Returning again and again, Garrels found that the area’s new freedoms and opportunities were exciting but also traumatic. As the economic collapse of the early 1990s abated, the city of Chelyabinsk became richer and more cosmopolitan, even as official corruption and intolerance for minorities grew more entrenched. Sushi restaurants proliferated; so did shakedowns. In the neighboring countryside, villages crumbled into the ground. Far from the glitz of Moscow, the people of Chelyabinsk were working out their country’s destiny, person by person.

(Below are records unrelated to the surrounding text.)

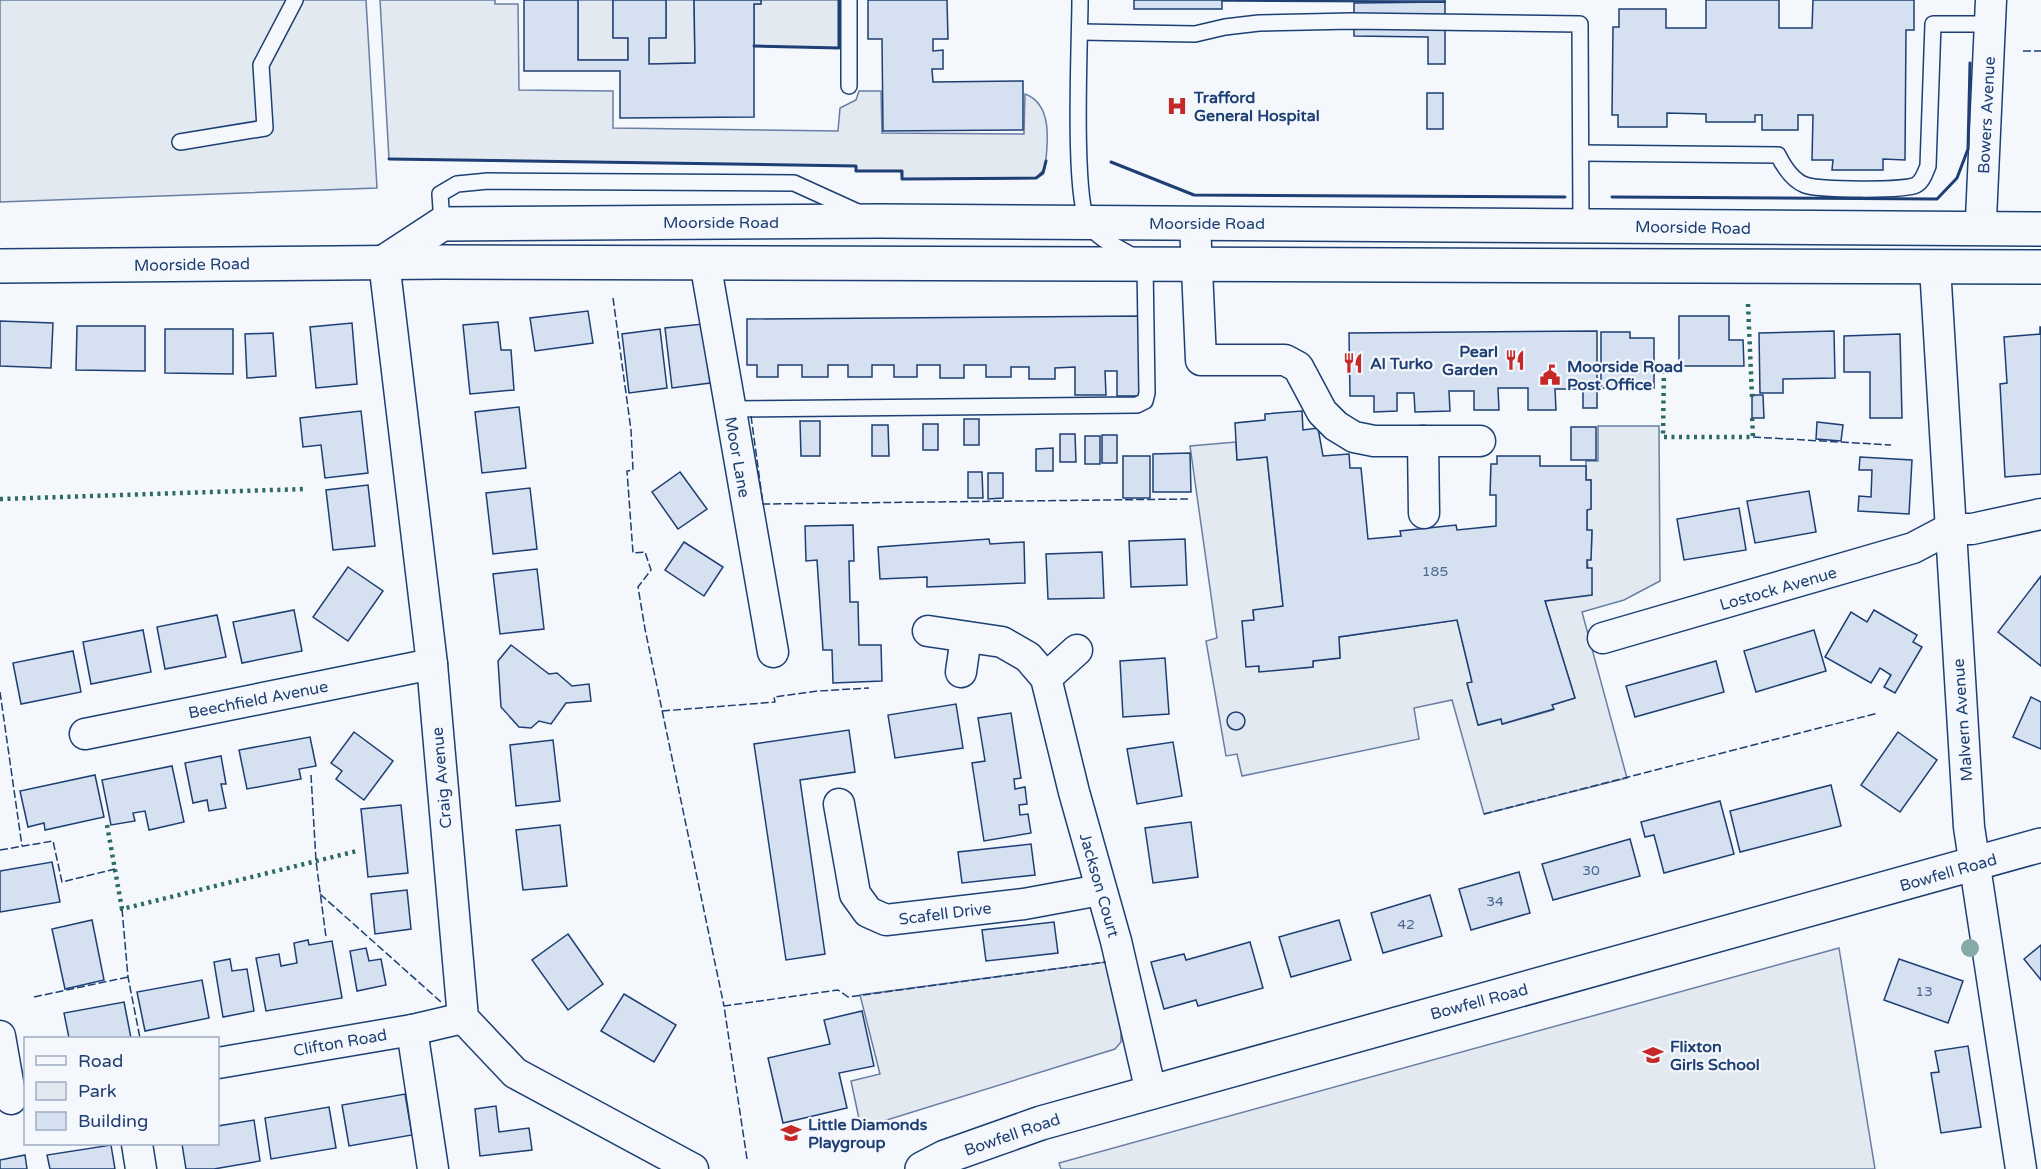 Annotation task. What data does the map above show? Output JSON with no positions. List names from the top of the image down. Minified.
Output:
{"streets":{"street":["Bowers Avenue","Moorside Road","Moor Lane","Lostock Avenue","Beechfield Avenue","Malvern Avenue","Craig Avenue","Bowfell Road","Jackson Court","Scafell Drive","Clifton Road"]},"crossings":[["Bowers Avenue","Moorside Road"],["Moorside Road","Moor Lane"],["Moorside Road","Malvern Avenue"],["Moorside Road","Craig Avenue"],["Lostock Avenue","Malvern Avenue"],["Beechfield Avenue","Craig Avenue"],["Malvern Avenue","Bowfell Road"],["Craig Avenue","Clifton Road"],["Bowfell Road","Jackson Court"],["Jackson Court","Scafell Drive"]],"places":{"hospital":["Trafford General Hospital"],"restaurant":["Pearl Garden","Al Turko"],"public building":["Moorside Road Post Office"],"school or university":["Flixton Girls School","Little Diamonds Playgroup"]},"house_numbers":["185","30","34","42","13"],"legend":["Road","Park","Building"]} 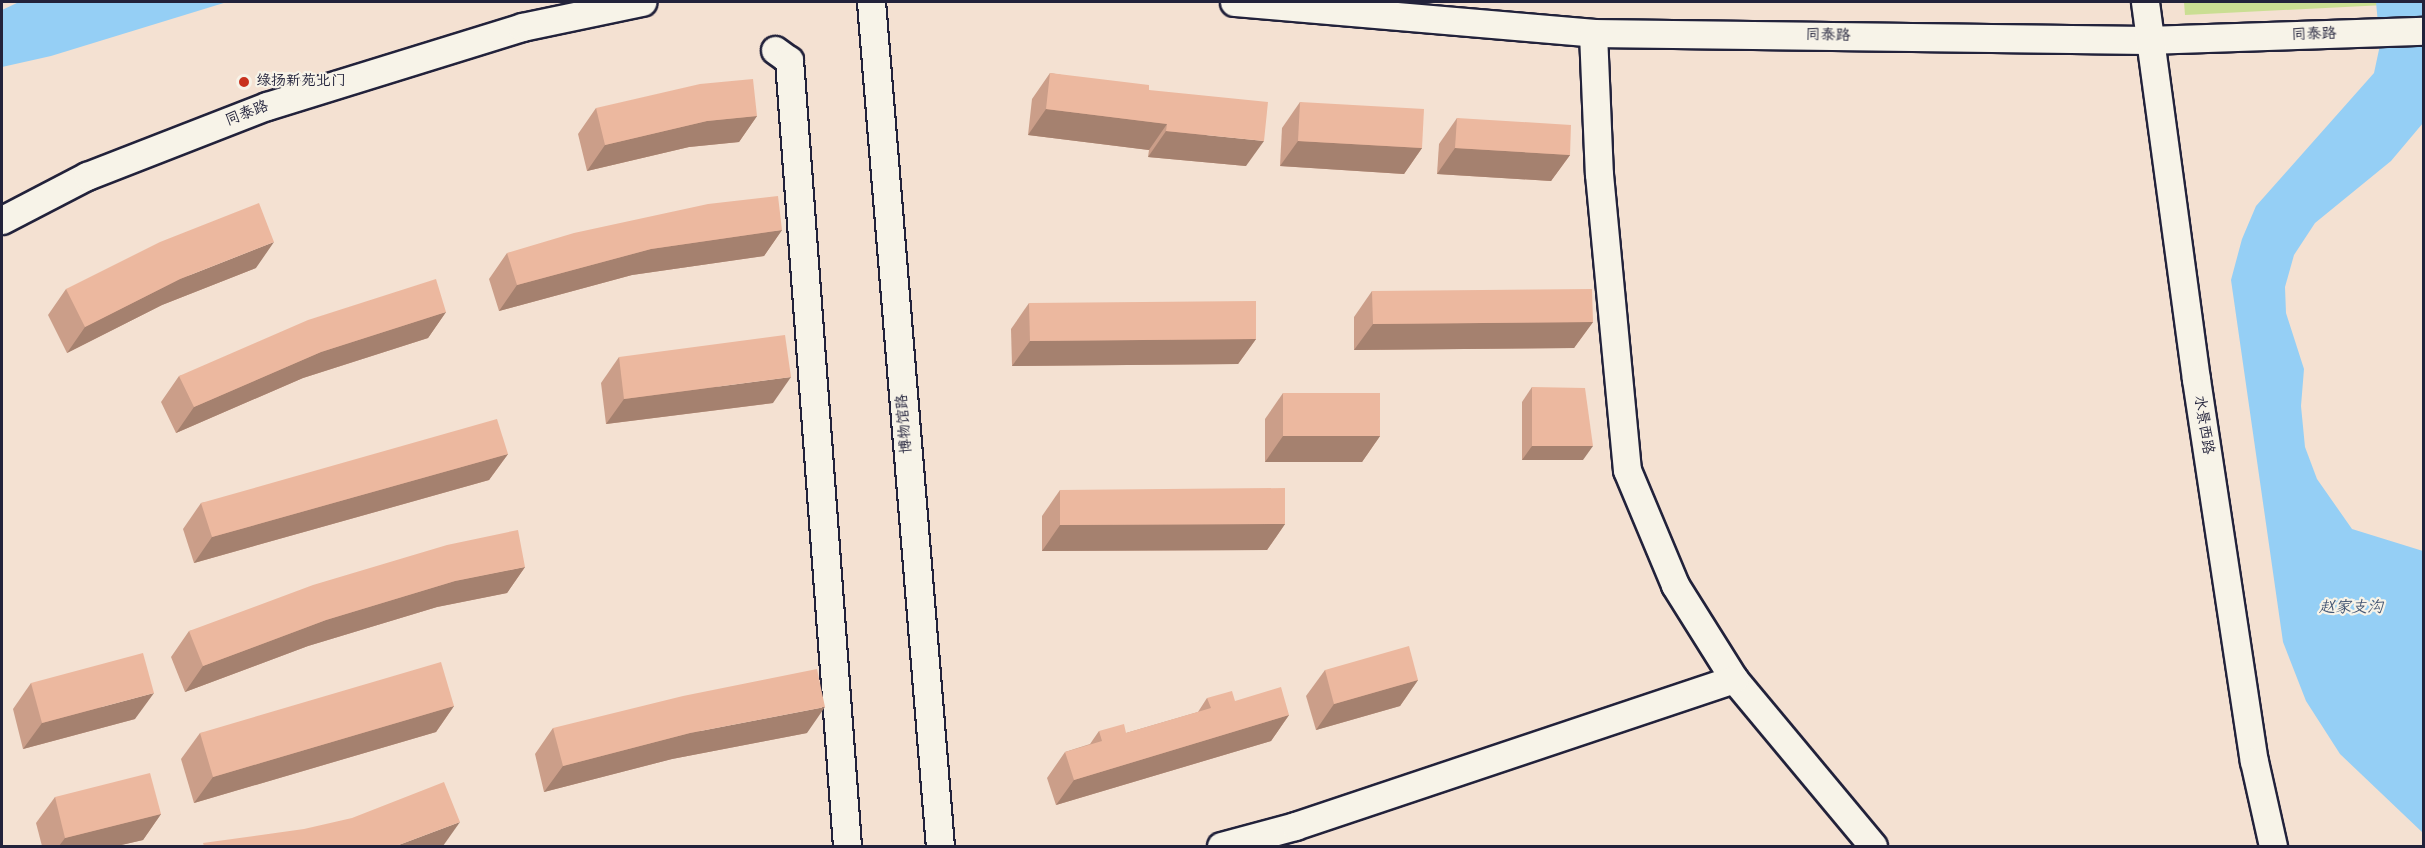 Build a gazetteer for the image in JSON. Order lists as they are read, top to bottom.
{
  "streets": {
    "street": ["同泰路", "博物馆路", "水景西路"]
  },
  "crossings": [
    ["同泰路", "水景西路"]
  ],
  "water": ["赵家支沟"],
  "places": ["绿扬新苑北门"]
} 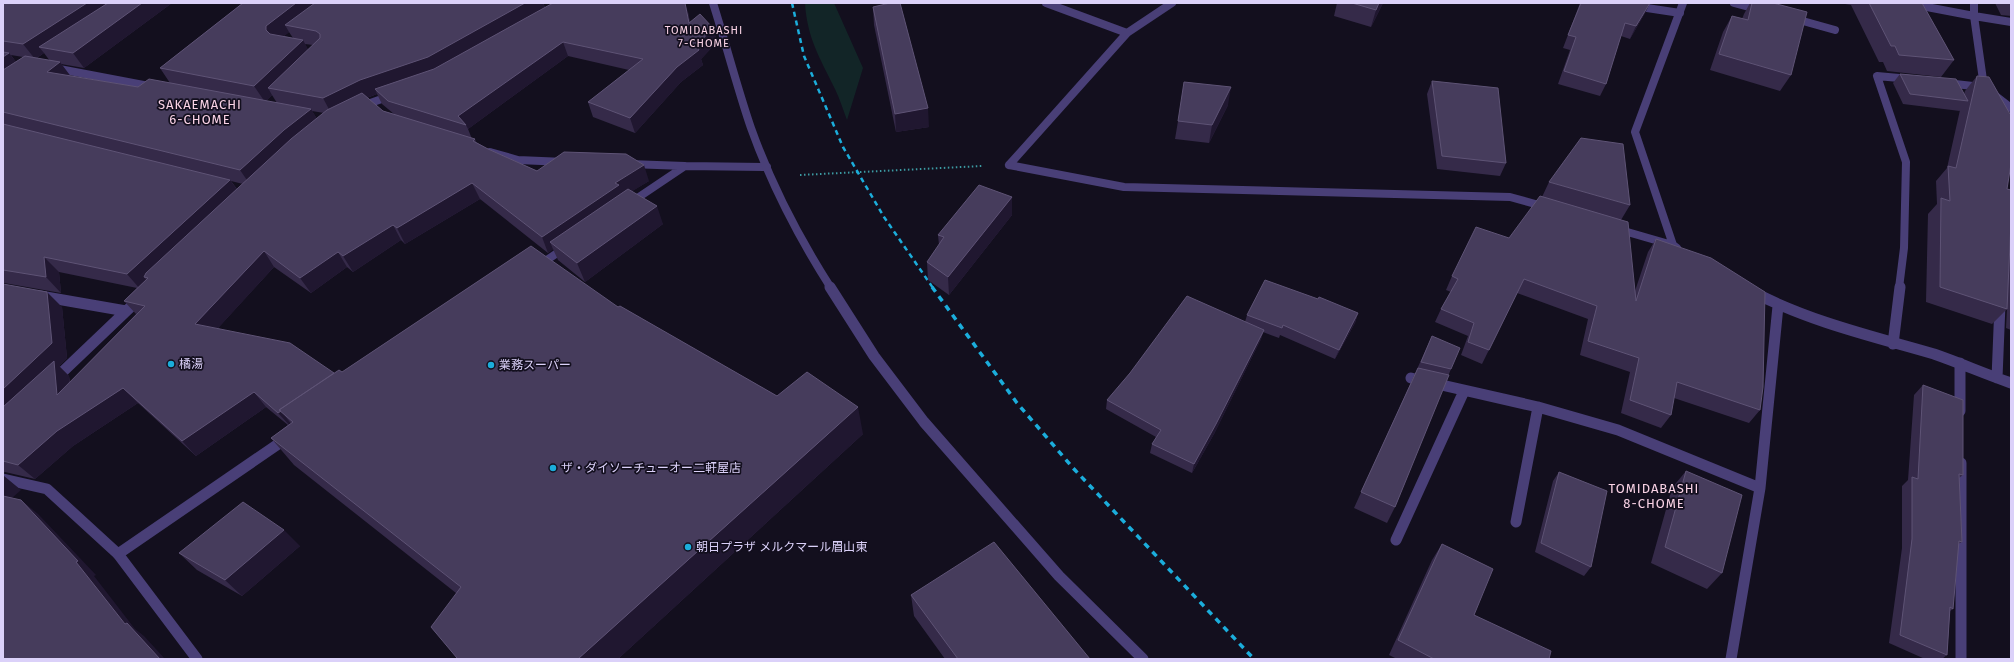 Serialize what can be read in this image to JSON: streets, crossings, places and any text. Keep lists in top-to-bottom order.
{
  "districts": ["TOMIDABASHI 7-CHOME", "SAKAEMACHI 6-CHOME", "TOMIDABASHI 8-CHOME"],
  "places": [
    "橘湯",
    "業務スーパー",
    "ザ・ダイソーチューオー二軒屋店",
    "朝日プラザ メルクマール眉山東"
  ]
} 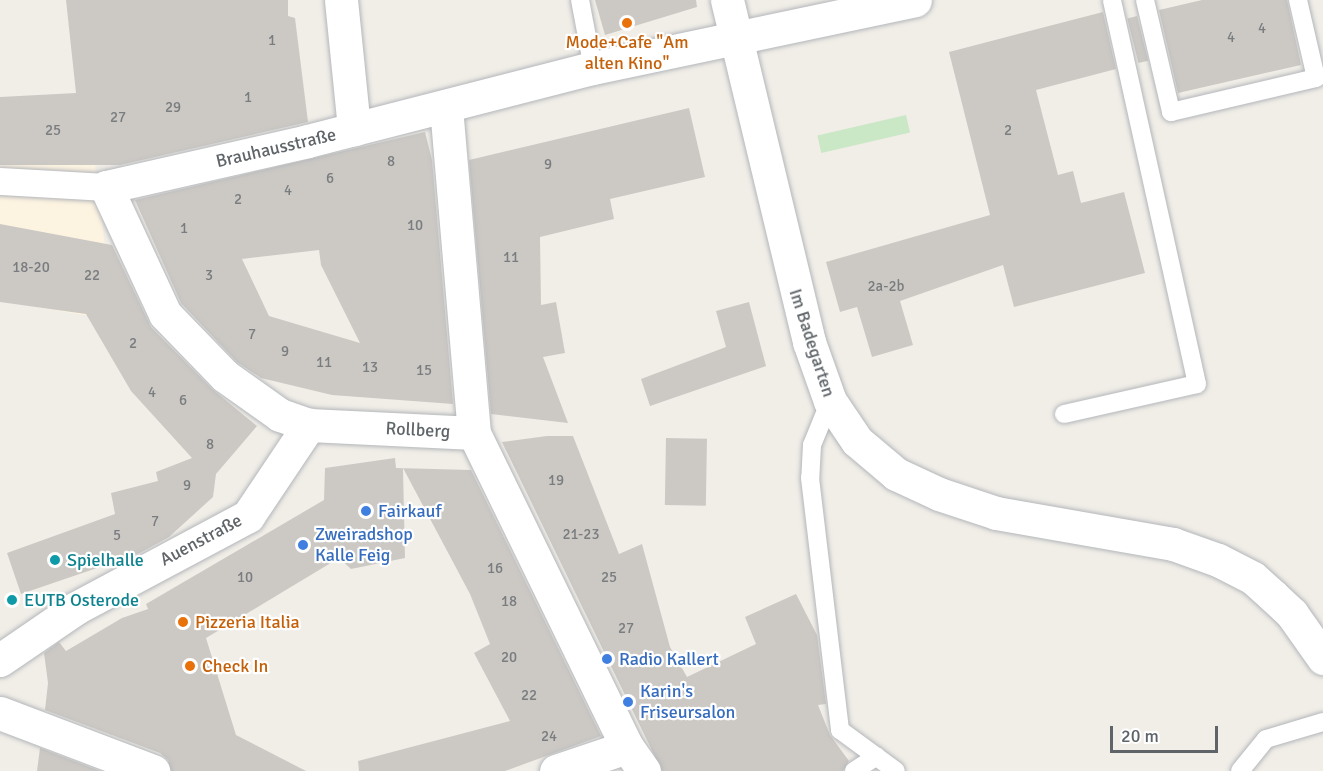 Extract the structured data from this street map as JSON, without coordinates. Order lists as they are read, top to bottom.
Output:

In Putin Country, Garrels crafts an intimate portrait of Middle Russia. We meet upwardly mobile professionals, impassioned activists who champion the rights of orphans and disabled children, and ostentatious mafiosi. We discover surprising subcultures, such as a vibrant underground gay community and a circle of determined Protestant evangelicals. And we watch doctors and teachers trying to cope with inescapable payoffs and institutionalized negligence. As Vladimir Putin tightens his grip on power and war in Ukraine leads to Western sanctions and a lower standard of living, the local population mingles belligerent nationalism with a deep ambivalence about their country’s direction. Through it all, Garrels sympathetically charts an ongoing identity crisis. In the aftermath of the Soviet Union, what is Russia? What kind of pride and cohesion can it offer? Drawing on close friendships sustained over many years, Garrels explains why Putin commands the loyalty of so many Russians, even those who decry the abuses of power they regularly encounter.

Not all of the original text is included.